In both modes – nominal as well as overclocked – the power consumption of GigabyteGA-Z68X-UD3H-B3 is at the anticipated normal level under heavy load as well as in idle mode.
Summing up the results of our GigabyteGA-Z68X-UD3H-B3 review, we can conclude that it is a very stable board that makes great impression. It didn’t work any wonders, but the most important thing for a mainstream product is to deliver on the users’ expectations and not to disappoint them with anything major. And the board did it well. It supports a variety of contemporary interfaces, such as eSATA, USB3.0, SATA 6 Gbps and IEEE1394 (FireWire), including an entire range of video outputs: D-Sub, DVI-D, HDMI and DisplayPort. Our today’s hero, GigabyteGA-Z68X-UD3H-B3, differs from the four previously reviewed Gigabyte mainboards not only by the available video outputs, but also by LucidLogix Virtu technology support.
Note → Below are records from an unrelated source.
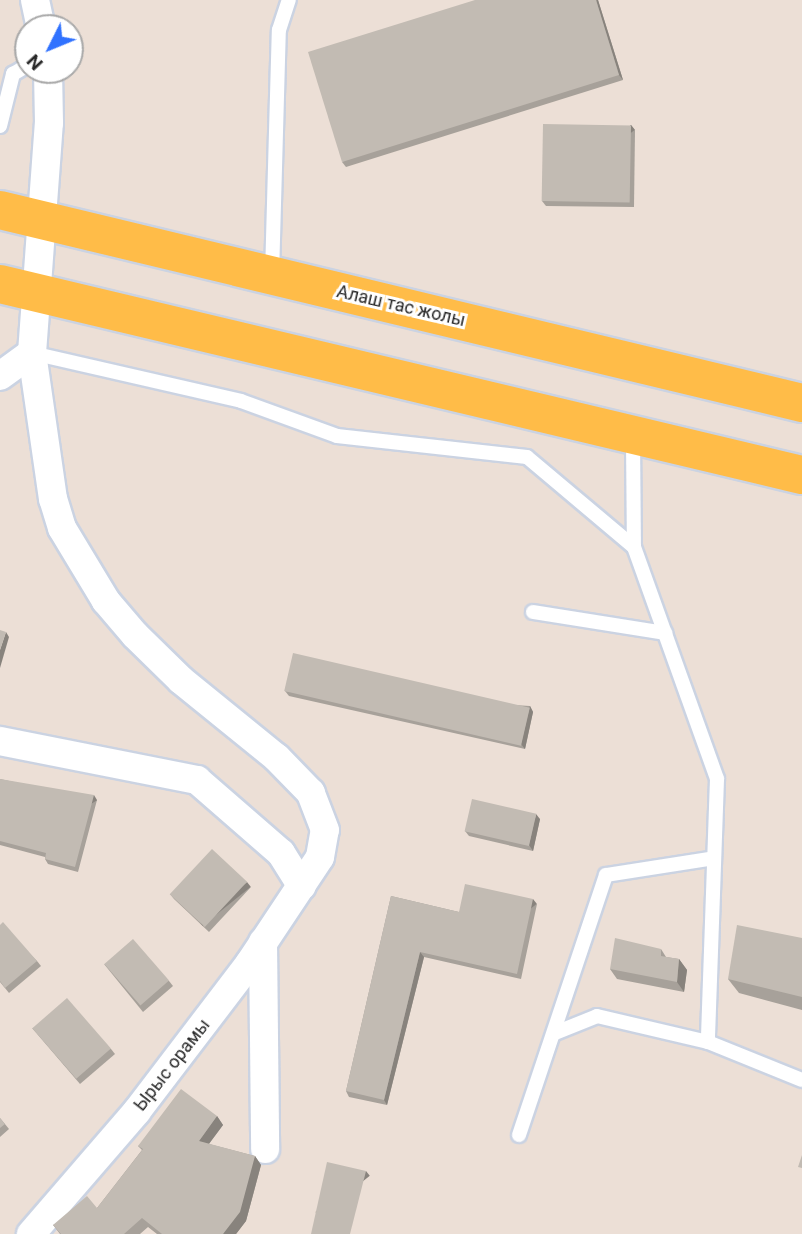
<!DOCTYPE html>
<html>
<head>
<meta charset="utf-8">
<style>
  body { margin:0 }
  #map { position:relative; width:802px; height:1234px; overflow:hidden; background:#ecdfd6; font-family:Roboto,sans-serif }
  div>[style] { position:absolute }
  .roads { filter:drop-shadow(2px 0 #cbd3e2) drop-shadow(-2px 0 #cbd3e2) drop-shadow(0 2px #cbd3e2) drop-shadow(0 -2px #cbd3e2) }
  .service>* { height:14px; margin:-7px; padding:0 7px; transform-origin:7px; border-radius:7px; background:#fff }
  .minor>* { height:28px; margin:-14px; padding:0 14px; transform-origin:14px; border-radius:14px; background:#fff }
  .primary>* { height:38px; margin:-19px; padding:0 19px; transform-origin:19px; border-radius:19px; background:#ffbc48 }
  .wall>* { inset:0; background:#a7a19a }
  .shaded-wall>* { inset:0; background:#88837d; transform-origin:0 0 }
  .building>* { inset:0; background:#c2bbb3; transform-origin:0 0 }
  span { translate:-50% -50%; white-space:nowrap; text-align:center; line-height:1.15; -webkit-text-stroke:6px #fff; paint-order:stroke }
  .street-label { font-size:18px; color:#272727 }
  .north { position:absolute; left:14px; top:14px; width:70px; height:70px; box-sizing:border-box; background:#fff; border:2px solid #a9a9a9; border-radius:50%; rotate:227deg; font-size:19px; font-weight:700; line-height:28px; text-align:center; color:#272727 }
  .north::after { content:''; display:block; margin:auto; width:24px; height:32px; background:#3072ff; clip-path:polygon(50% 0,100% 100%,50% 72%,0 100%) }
</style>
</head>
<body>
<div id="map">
  <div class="roads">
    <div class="service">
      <div style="left:0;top:126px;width:54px;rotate:-76deg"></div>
      <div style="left:13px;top:74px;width:17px;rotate:-31deg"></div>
      <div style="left:272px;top:275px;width:245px;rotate:-88.4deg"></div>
      <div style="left:279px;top:30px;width:32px;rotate:-72deg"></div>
      <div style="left:32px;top:353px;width:214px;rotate:12.9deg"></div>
      <div style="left:241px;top:401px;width:102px;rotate:20deg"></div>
      <div style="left:337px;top:436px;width:191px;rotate:6.3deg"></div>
      <div style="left:527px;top:457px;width:140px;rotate:40.1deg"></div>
      <div style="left:633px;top:439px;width:108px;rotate:89.5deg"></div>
      <div style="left:634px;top:547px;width:246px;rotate:70.3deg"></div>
      <div style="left:717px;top:779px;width:263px;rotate:92deg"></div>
      <div style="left:708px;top:1042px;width:101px;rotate:22deg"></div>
      <div style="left:533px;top:612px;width:134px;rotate:9deg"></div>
      <div style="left:555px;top:1033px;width:45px;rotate:-22deg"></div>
      <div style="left:597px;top:1016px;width:114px;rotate:13.2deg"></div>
      <div style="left:519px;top:1135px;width:274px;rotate:-71.5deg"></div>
      <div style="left:606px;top:875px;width:109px;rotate:-8.9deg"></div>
    </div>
    <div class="minor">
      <div style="left:35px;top:0;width:29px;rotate:78deg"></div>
      <div style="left:0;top:376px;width:39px;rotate:-36deg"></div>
      <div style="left:0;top:741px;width:201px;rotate:11.2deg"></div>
      <div style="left:197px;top:780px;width:111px;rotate:41deg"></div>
      <div style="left:281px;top:853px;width:39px;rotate:58deg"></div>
      <div style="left:263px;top:942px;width:207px;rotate:89.4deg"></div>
      <div style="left:31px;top:1234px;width:162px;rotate:-49.2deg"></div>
      <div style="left:137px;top:1111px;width:185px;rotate:-52.7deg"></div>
      <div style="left:249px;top:964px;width:128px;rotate:-56.4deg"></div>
      <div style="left:320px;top:857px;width:27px;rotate:-80deg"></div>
      <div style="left:325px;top:830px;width:40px;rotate:-111deg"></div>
      <div style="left:311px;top:793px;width:49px;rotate:-134.2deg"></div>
      <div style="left:277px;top:758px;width:124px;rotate:-140.9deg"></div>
      <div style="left:181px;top:680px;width:64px;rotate:-135.6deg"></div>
      <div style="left:135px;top:635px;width:45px;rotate:-130.5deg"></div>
      <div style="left:106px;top:601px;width:85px;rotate:-121.1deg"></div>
      <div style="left:62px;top:528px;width:30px;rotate:-107deg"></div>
      <div style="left:53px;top:499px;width:148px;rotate:-98.2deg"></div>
      <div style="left:32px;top:353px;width:231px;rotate:-85.8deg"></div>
      <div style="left:49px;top:123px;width:53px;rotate:-91.1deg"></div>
    </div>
    <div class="primary">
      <div style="left:0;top:210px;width:825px;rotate:13.53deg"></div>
      <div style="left:0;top:284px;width:824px;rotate:13.4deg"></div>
    </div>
  </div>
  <div class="wall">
    <div style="clip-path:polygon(598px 0,623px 80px,346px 167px,342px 162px)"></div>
    <div style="clip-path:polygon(631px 125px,635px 130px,634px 207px,546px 206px,542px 201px)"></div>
    <div style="clip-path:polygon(285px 691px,530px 706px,533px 712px,525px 749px,289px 696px)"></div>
    <div style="clip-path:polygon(0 779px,97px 800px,78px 872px,48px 864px,45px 859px,45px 857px,0 845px)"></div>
    <div style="clip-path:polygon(540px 819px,533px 851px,469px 836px,465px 831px)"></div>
    <div style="clip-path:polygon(251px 887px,209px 932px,174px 899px,170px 894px)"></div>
    <div style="clip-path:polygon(391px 896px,459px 912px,537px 904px,521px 979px,424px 957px,387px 1105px,349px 1097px,346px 1091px)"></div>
    <div style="clip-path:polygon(0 925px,37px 961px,41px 966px,9px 993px,0 982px)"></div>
    <div style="clip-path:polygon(802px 938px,802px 1010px,739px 993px,728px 979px)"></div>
    <div style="clip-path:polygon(661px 949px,666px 957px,679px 959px,687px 970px,684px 992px,617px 979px,610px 969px)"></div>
    <div style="clip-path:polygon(104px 964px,169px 981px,173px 986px,143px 1012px)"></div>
    <div style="clip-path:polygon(32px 1028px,111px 1049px,115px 1054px,80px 1084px)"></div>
    <div style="clip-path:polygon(217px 1116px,223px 1125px,209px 1144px,255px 1156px,261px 1165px,246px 1221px,236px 1234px,157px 1234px,148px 1227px,140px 1234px,60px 1234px,53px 1225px,97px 1208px,142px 1150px,138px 1146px)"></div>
    <div style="clip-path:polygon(0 1118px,9px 1129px,0 1137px)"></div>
  </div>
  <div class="shaded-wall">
    <div style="clip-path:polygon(596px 0,598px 0,623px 80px,619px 75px)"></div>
    <div style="left:631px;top:125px;width:6px;height:77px;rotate:51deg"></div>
    <div style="clip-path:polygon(6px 632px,9px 637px,0 668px,0 650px)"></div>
    <div style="clip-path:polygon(530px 706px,533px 712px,525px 749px,521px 744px)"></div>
    <div style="left:94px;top:795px;width:6px;height:74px;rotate:59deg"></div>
    <div style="clip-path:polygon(536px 814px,540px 819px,533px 851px,529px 845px)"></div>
    <div style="left:247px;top:882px;width:6px;height:62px;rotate:51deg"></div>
    <div style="left:533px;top:899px;width:6px;height:77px;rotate:51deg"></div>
    <div style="clip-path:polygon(420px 952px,424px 957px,387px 1105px,384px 1100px)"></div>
    <div style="clip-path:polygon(679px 959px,687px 970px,684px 992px,677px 982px)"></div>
    <div style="clip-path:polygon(217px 1116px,223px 1125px,205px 1149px,199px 1141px)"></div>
    <div style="clip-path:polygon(255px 1156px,261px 1165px,246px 1221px,236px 1234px,223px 1234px)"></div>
    <div style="left:366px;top:1171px;width:6px;height:65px;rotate:51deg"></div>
  </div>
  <div class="building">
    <div style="clip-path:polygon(475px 0,596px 0,619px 75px,342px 162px,308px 52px)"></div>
    <div style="left:543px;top:124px;width:88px;height:77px;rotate:1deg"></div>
    <div style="clip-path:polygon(0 630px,6px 632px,0 650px)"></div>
    <div style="left:293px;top:653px;width:243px;height:39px;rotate:13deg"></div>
    <div style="clip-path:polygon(0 779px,94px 795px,75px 867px,45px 859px,46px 853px,0 841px)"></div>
    <div style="left:472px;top:799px;width:66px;height:33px;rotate:13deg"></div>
    <div style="left:212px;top:849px;width:48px;height:62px;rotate:43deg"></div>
    <div style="clip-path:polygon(465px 884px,533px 899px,517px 974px,420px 952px,384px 1100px,346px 1091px,391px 896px,459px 912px)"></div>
    <div style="clip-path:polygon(3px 922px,37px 961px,5px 988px,0 981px,0 925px)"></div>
    <div style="clip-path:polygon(737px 925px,802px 938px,802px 997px,728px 979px)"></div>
    <div style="clip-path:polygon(615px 938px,661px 949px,661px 956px,679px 959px,677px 982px,610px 969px)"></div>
    <div style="left:133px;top:939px;width:55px;height:38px;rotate:49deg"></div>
    <div style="left:67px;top:998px;width:67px;height:46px;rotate:49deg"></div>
    <div style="clip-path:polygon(181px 1089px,217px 1116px,199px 1141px,255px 1156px,240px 1212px,223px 1234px,162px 1234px,142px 1218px,124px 1234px,61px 1234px,53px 1225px,87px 1196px,97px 1208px,143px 1149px,138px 1146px)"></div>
    <div style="clip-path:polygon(0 1118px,5px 1124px,0 1128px)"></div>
    <div style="clip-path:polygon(802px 1155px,802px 1168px,798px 1167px)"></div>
    <div style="clip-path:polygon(327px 1162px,366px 1171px,350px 1234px,311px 1234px)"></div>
  </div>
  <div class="street-label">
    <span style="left:401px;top:306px;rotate:13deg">Алаш тас жолы</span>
    <span style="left:172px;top:1065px;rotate:-52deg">Ырыс орамы</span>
  </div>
  <div class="north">N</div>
</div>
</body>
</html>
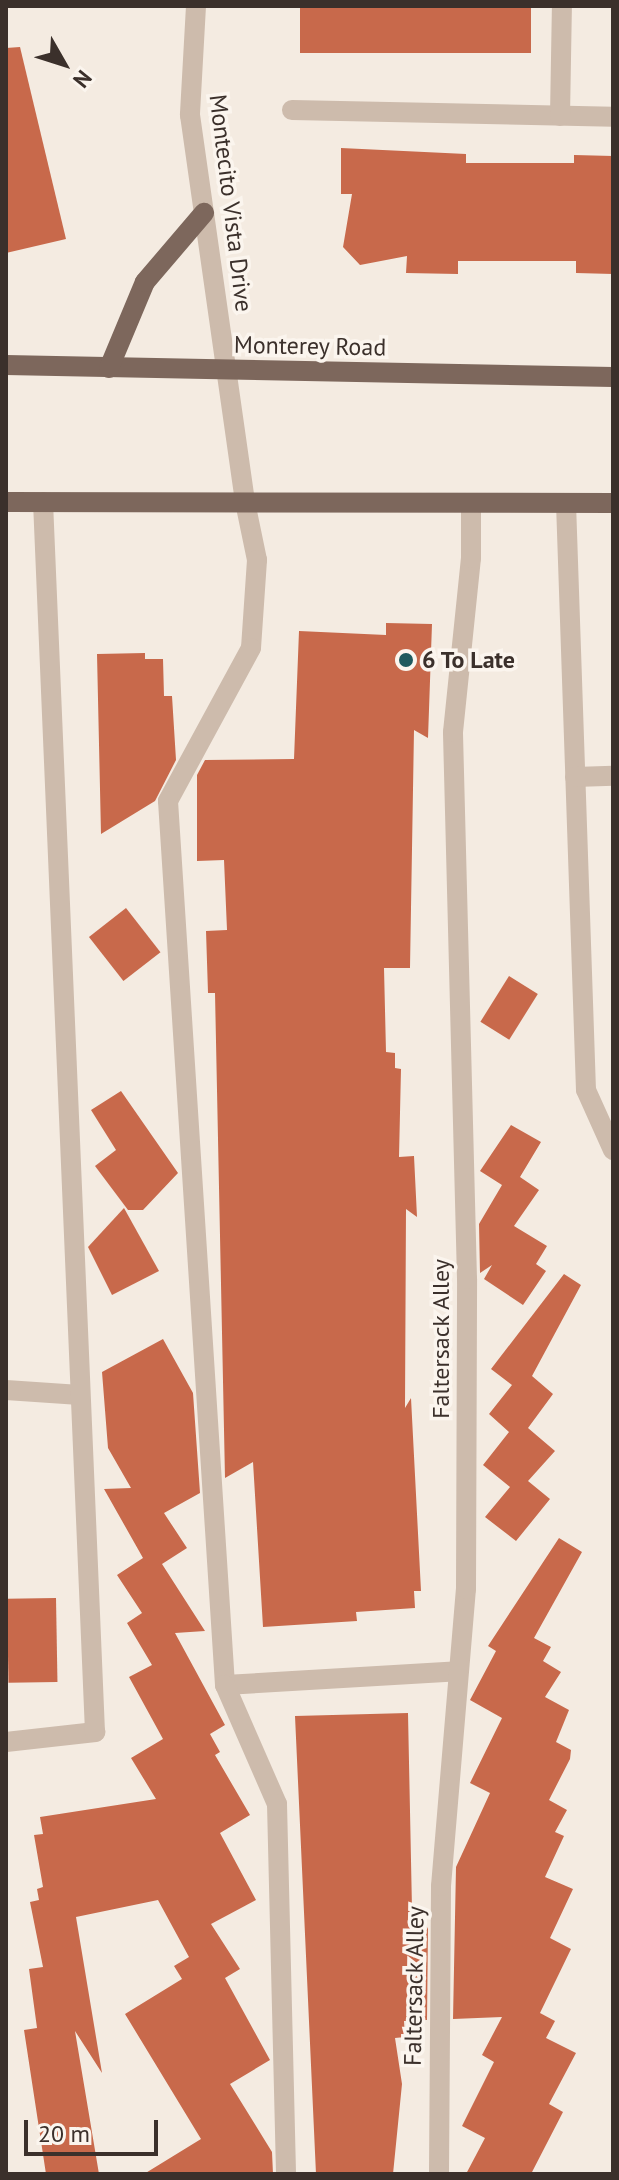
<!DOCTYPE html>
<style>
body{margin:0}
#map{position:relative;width:619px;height:2180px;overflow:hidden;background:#f4ebe1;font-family:"PT Sans",sans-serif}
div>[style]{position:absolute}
.building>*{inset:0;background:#c8694b;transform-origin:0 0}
.lane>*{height:20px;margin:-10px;padding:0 10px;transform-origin:10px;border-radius:10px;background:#cdbbac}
.street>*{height:20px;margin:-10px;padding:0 10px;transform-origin:10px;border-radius:10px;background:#cdbbac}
.primary>*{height:20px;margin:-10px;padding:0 10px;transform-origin:10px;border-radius:10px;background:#7d675c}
.dots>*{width:22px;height:22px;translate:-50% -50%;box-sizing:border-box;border:4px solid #fbf5ee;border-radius:50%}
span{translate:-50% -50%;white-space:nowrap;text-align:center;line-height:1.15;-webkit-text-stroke:7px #fbf5ee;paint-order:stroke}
.street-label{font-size:24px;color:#3b302b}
.poi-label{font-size:24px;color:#3b302b;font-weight:700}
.left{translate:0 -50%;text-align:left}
.frame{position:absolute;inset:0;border:8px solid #3b302b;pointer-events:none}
.north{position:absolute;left:24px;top:24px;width:80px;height:80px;-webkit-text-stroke:6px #fbf5ee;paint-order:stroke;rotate:129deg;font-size:22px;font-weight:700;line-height:32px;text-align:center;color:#3b302b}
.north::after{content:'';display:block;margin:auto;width:28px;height:36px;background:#3b302b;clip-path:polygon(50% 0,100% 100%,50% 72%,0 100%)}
.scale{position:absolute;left:24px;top:2120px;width:134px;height:36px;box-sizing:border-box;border:4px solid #3b302b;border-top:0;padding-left:10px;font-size:24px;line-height:28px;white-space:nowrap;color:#3b302b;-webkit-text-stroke:6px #fbf5ee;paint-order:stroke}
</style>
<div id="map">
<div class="building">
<div style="left:300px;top:6px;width:231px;height:47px"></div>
<div style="clip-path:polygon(20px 47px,66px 239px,6px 253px,6px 48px)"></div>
<div style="clip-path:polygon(341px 148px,466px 154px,466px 163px,574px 163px,574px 155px,613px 156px,613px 274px,576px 273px,576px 261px,458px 261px,458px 274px,406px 273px,407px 256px,360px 265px,343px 247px,352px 194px,341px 194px)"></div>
<div style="clip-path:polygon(386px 623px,432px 624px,428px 738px,414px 730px,410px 968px,384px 968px,386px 1052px,395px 1053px,395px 1068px,401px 1069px,399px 1157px,414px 1156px,417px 1217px,406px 1209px,405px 1408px,411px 1398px,421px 1591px,414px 1591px,415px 1608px,356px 1612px,357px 1621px,263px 1627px,253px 1462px,225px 1478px,215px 993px,208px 993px,206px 931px,227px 930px,224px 860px,197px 861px,197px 775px,205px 760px,294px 759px,299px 631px,386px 635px)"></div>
<div style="clip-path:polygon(145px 653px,145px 659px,163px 659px,164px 696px,172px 696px,176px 760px,155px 801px,101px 834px,97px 654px)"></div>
<div style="left:126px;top:908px;width:56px;height:47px;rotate:52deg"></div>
<div style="left:509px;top:976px;width:34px;height:54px;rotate:32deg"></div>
<div style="clip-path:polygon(121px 1091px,178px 1173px,143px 1210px,128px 1210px,95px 1166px,116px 1150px,91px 1110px)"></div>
<div style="clip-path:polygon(511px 1125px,541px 1142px,520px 1177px,539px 1190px,514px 1226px,547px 1246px,536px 1264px,546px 1271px,523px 1305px,484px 1279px,492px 1265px,480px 1273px,479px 1224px,502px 1185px,480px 1171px)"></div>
<div style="clip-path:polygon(124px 1208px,159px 1271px,112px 1295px,88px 1247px)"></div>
<div style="clip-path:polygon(564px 1274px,581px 1285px,532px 1376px,553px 1394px,528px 1428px,555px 1451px,528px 1481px,550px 1499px,516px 1541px,485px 1517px,510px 1487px,483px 1465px,509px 1432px,489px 1414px,512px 1385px,491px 1369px)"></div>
<div style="clip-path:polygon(163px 1339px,193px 1393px,200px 1493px,164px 1513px,187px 1548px,162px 1564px,205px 1631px,175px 1633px,225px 1725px,210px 1734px,220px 1752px,215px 1755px,250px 1815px,220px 1833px,256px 1900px,211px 1924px,240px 1969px,225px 1978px,270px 2060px,230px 2084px,272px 2152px,273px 2174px,144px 2174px,201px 2139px,125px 2014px,182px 1979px,174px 1966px,189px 1957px,158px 1900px,76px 1917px,102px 2073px,75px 2031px,99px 2174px,46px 2174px,24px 2030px,37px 2028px,29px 1969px,43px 1967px,30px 1902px,39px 1900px,37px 1889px,43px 1887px,34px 1835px,43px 1834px,40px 1817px,156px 1799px,131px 1758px,163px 1739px,129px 1677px,152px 1665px,127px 1623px,142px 1613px,117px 1575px,143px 1558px,104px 1489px,131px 1488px,108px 1448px,102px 1372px)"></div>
<div style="clip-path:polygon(559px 1538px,582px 1552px,534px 1638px,551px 1647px,543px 1661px,561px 1672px,545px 1697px,569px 1710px,556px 1742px,571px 1750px,570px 1759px,549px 1800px,567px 1810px,555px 1832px,564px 1836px,545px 1877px,573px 1889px,550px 1938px,571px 1949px,540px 2013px,555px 2021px,546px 2038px,576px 2053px,549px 2104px,563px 2112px,531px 2174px,466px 2174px,485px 2138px,462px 2126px,494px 2062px,482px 2055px,502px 2017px,453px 2019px,456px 1867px,490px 1793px,470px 1783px,502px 1718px,470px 1700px,496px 1651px,488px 1646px)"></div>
<div style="left:56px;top:1598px;width:84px;height:49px;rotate:89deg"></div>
<div style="clip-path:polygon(408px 1713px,413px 1958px,428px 1927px,427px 2020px,404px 2021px,405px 2037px,395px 2038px,402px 2084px,393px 2174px,316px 2174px,295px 1716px)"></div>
</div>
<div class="lane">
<div style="left:292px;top:110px;width:321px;rotate:1.2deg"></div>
<div style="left:560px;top:116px;width:110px;rotate:-89deg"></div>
<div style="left:245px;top:502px;width:59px;rotate:78.3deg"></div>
<div style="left:257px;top:560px;width:88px;rotate:93.9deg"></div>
<div style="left:251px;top:648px;width:174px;rotate:118.5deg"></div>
<div style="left:168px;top:801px;width:886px;rotate:86.31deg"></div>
<div style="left:225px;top:1685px;width:233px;rotate:-3.4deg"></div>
<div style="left:566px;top:503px;width:587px;rotate:88.05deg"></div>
<div style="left:586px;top:1090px;width:66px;rotate:65.8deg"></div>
<div style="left:575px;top:777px;width:38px;rotate:-2deg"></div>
<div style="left:6px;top:1390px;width:74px;rotate:3.9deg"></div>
<div style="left:225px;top:1685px;width:130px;rotate:66.4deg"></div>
<div style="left:277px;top:1804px;width:370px;rotate:88.6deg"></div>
<div style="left:6px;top:1742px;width:90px;rotate:-6.4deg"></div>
<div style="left:95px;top:1732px;width:1231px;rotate:-92.42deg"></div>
<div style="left:439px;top:2174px;width:288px;rotate:-89.6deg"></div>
<div style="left:441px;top:1886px;width:298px;rotate:-85.2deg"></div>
<div style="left:466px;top:1589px;width:310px;rotate:-89.8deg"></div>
<div style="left:467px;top:1279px;width:547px;rotate:-91.47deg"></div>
<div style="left:453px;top:732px;width:175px;rotate:-84.1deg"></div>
<div style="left:471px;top:558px;width:54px;rotate:-90deg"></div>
</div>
<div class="street">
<div style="left:196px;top:6px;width:109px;rotate:93.2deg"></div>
<div style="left:190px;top:115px;width:391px;rotate:81.9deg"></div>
</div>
<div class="primary">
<div style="left:6px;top:365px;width:607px;rotate:1.13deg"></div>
<div style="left:109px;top:368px;width:93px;rotate:-67.3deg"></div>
<div style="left:145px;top:282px;width:91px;rotate:-49.5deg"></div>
<div style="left:6px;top:502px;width:607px;rotate:0.09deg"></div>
</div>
<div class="dots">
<div style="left:406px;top:660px;background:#1f5a5e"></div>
</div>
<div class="street-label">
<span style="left:231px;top:203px;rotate:83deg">Montecito Vista Drive</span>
<span style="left:310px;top:346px;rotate:1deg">Monterey Road</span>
<span style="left:441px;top:1339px;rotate:-90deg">Faltersack Alley</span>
<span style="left:414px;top:1986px;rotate:-89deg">Faltersack Alley</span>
</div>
<div class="poi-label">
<span class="left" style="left:422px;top:660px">6 To Late</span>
</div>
<div class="frame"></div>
<div class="north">N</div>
<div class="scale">20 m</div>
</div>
So, if you do not intend to use this technology or the built-in graphics, so maybe it would be better to go for one of the other four options, just to save some space on the back panel.
By the way, I can’t help mentioning that GigabyteGA-Z68X-UD3H-B3 is the first Gigabyte mainboard we tested so far that by default allows the processor to go into deep power-saving modes that is why its power consumption doesn’t differ too much from that of other manufacturers’ products, when the CPU is idling. Moreover, this ensures that Intel Turbo Boost technology works to the utmost of its capacity, just like Intel had planned for their processors, that is why the performance of the system based on this particular mainboard will be good in any operational mode and under any type of operational load. As a result, GigabyteGA-Z68X-UD3H-B3 will be a good choice for very different user groups.